Labor & Workforce

Pandemic-triggered hardship forces thousands into Panama’s informal sector

By Giovanna Ferullo M.

Panama City, Jan 14 (EFE).- Selling face masks and bags filled with beans and grains on the street is the new business of Sonora Espinosa, a 60-year-old Panamanian woman who lost a steady income source due to the pandemic and now tries to eke out a living on Panama City’s Avenida Central.

December’s hustle and bustle has subsided, giving way to a very quiet first couple weeks of January on La Peatonal, as that emblematic downtown pedestrian shopping street also is known.

Stores, street vendors known as “buhoneros” who have a municipal permit to sell their wares and unlicensed vendors like Espinosa compete there for business from a small number of would-be customers.

“It was busier in December, but now and in previous months (of 2021) it’s been very sad,” she said. “There’s no money. The people just walk (along the boulevard) to clear their minds filled with worry, but the money’s not there.
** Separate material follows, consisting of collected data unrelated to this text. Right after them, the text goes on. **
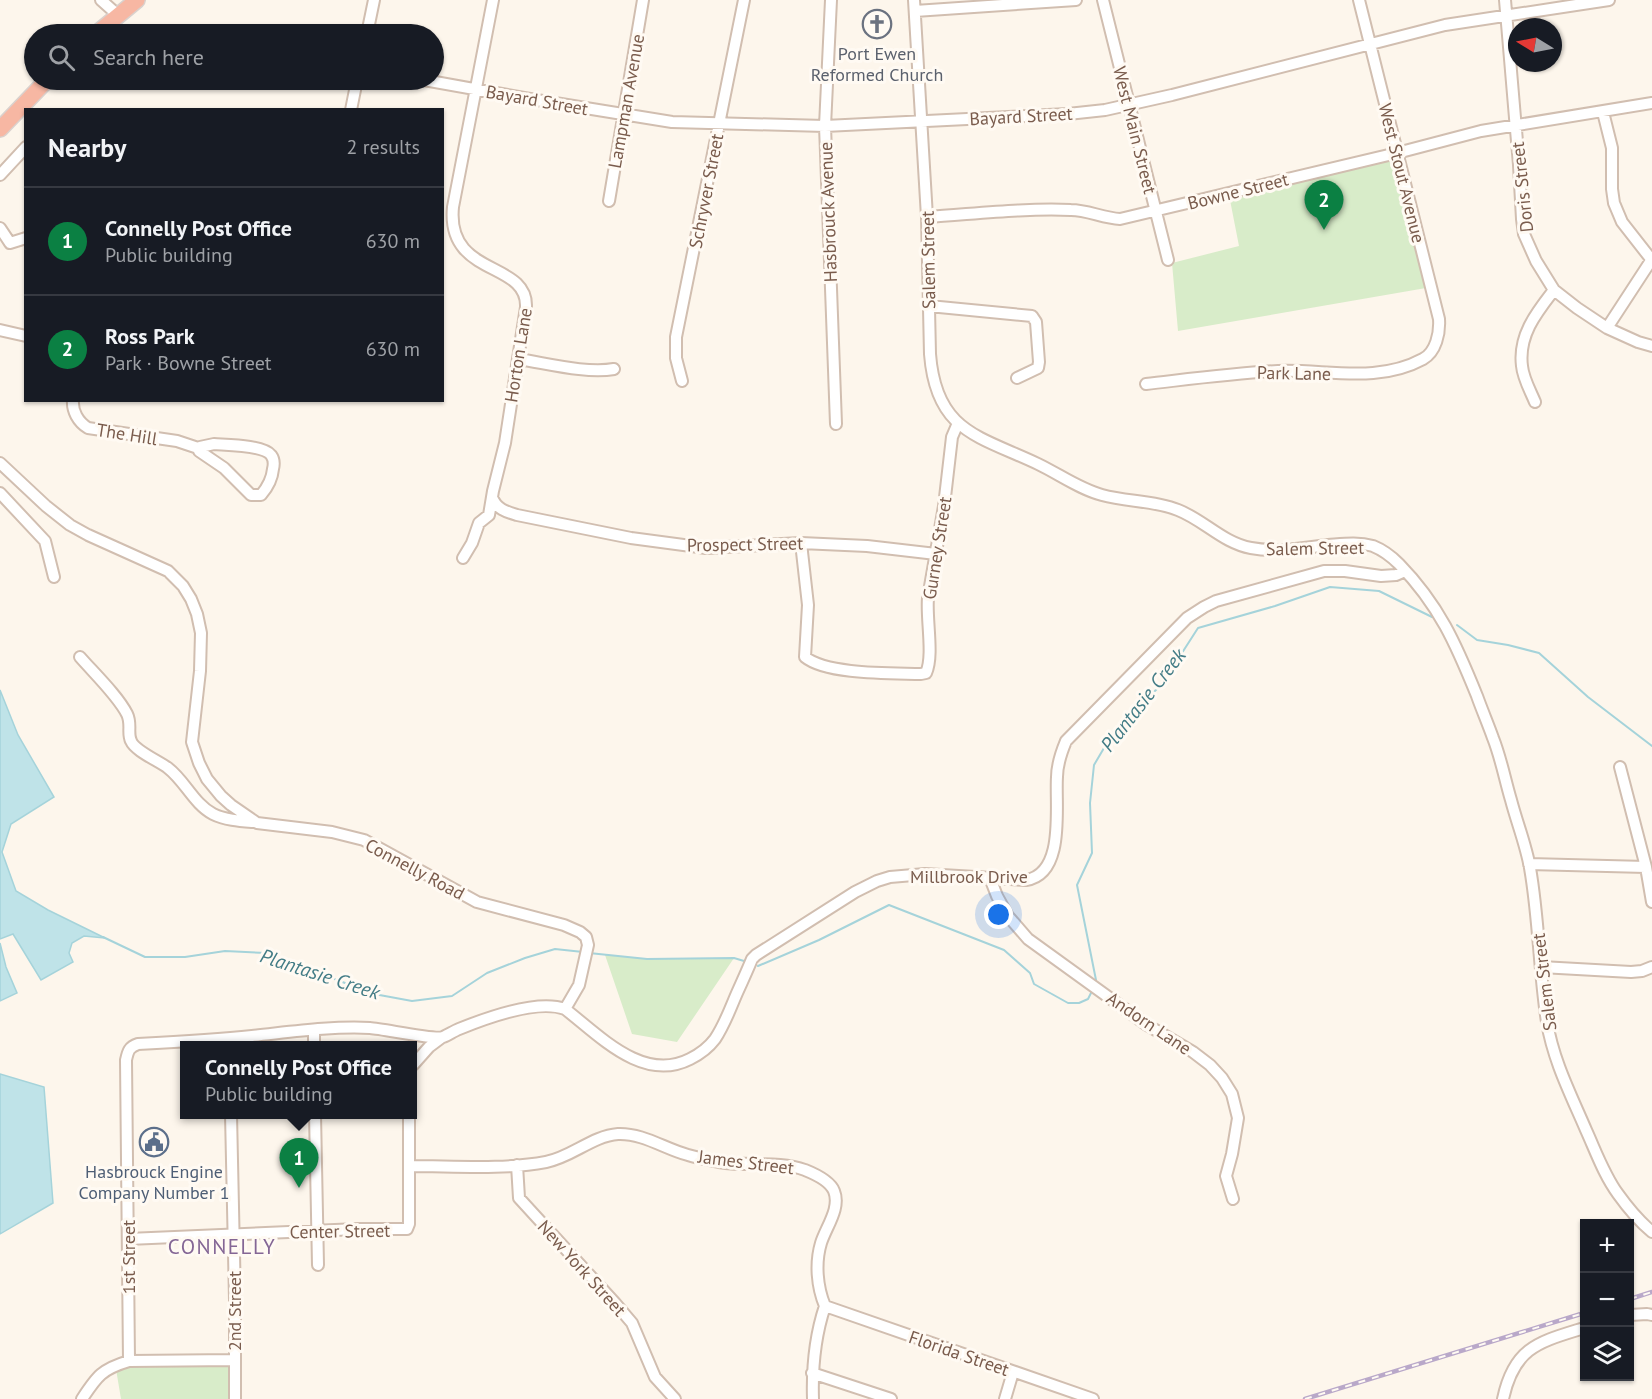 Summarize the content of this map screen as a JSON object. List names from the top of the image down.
{
  "streets": {
    "street": [
      "Bayard Street",
      "Lampman Avenue",
      "West Main Street",
      "West Stout Avenue",
      "Doris Street",
      "Schryver Street",
      "Bowne Street",
      "Hasbrouck Avenue",
      "Salem Street",
      "Horton Lane",
      "Park Lane",
      "The Hill",
      "Prospect Street",
      "Gurney Street",
      "Connelly Road",
      "Millbrook Drive",
      "Andorn Lane",
      "James Street",
      "Center Street",
      "1st Street",
      "New York Street",
      "2nd Street",
      "Florida Street"
    ]
  },
  "crossings": [
    ["Bayard Street", "Lampman Avenue"],
    ["Bayard Street", "West Main Street"],
    ["Bayard Street", "West Stout Avenue"],
    ["Bayard Street", "Doris Street"],
    ["Bayard Street", "Schryver Street"],
    ["Bayard Street", "Hasbrouck Avenue"],
    ["Bayard Street", "Salem Street"],
    ["Bayard Street", "Horton Lane"],
    ["West Main Street", "Bowne Street"],
    ["West Stout Avenue", "Bowne Street"],
    ["West Stout Avenue", "Park Lane"],
    ["Doris Street", "Bowne Street"],
    ["Bowne Street", "Salem Street"],
    ["Salem Street", "Gurney Street"],
    ["Salem Street", "Millbrook Drive"],
    ["Horton Lane", "Prospect Street"],
    ["Prospect Street", "Gurney Street"],
    ["Connelly Road", "Millbrook Drive"],
    ["Millbrook Drive", "Andorn Lane"],
    ["James Street", "Center Street"],
    ["James Street", "New York Street"],
    ["James Street", "Florida Street"],
    ["Center Street", "1st Street"],
    ["Center Street", "2nd Street"]
  ],
  "districts": ["CONNELLY"],
  "water": ["Plantasie Creek"],
  "places": {
    "church": ["Port Ewen Reformed Church"],
    "public building": ["Hasbrouck Engine Company Number 1"]
  },
  "north": "left",
  "page": {
    "search": "Search here",
    "heading": ["Nearby", "2 results"],
    "pins": ["2", "1"],
    "list": [
      {
        "mark": "1",
        "name": "Connelly Post Office",
        "note": "Public building",
        "value": "630 m"
      },
      {
        "mark": "2",
        "name": "Ross Park",
        "note": "Park · Bowne Street",
        "value": "630 m"
      }
    ],
    "popup": ["Connelly Post Office", "Public building"],
    "map_buttons": ["+", "−"]
  }
}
There are days that are difficult and challenging for me.”

Espinosa, whose husband also is in his 60s and unemployed, had managed a cafeteria at a school that, like educational institutions nationwide, was forced to close its doors at the start of the pandemic in March 2020.

None of the nine people who once worked there now has a formal job, she said.

Espinosa is hopeful that when schools finally reopen in March she will be able to resume her cafeteria business, the sudden closure of which nearly two years ago caused an “enormous loss of more than $5,000” worth of products.

She is among the 47.6 percent of Panama’s economically active population who are currently part of the informal economy – a group that numbers 677,875 people, according to official figures released in October.

That rate had stood at 44.9 percent prior to the pandemic but then shot up to 52.8 percent in September 2020. The unemployment rate that year rose to a 20-year high of 18.5 percent.

The nation’s gross domestic product fell by a whopping 17.9 percent in 2020 due to both internal and external factors.

Panama’s economy, which is heavily service-based and thrives or suffers depending on global economic trends, has now begun to recover. It expanded 14.9 percent between January and September 2021, while the unemployment rate stood at 11.3 percent in October.

But the dean of the economics department at the public University of Panama, Rolando Gordon, said it will be difficult to improve employment levels in 2022.

“The employment that’s being created is informal” and that has an impact on the state’s finances “because informal (workers) don’t pay direct taxes,” such as income tax, he told Efe.

Ricaurte Ruse, 41, has been an informal street seller for 16 years at a fixed stall on La Peatonal. He told Efe that many people have recently turned to street vending to make a living.

“A lot of people ask me, ‘What can I sell? What can I do?’ They’re people who aren’t (accustomed to selling on the street), but the pandemic has forced them to,” said Ruse, who scrapes out a living for himself, his wife and their three children by selling clothing and accessories.

Mario Antonio Rosh, a 50-year-old who has been working as a street vendor for 30 years, said the pandemic-triggered lockdowns generated a “lot of need” and that “there’s hunger in this country.”

“A lot of people are ashamed” to sell goods on the street, he said. “But they’ve had to do it for their children; I’ve seen quite a significant increase.”

Raul Palacios, 43, said he used to work as a contractor at a building but that the “pandemic did away with all that” and forced him to return to street vending.

“It’s not that bad,” but the “the economy isn’t good because 40-50 percent of people are working and the rest are on the street seeing what they can do,” he said.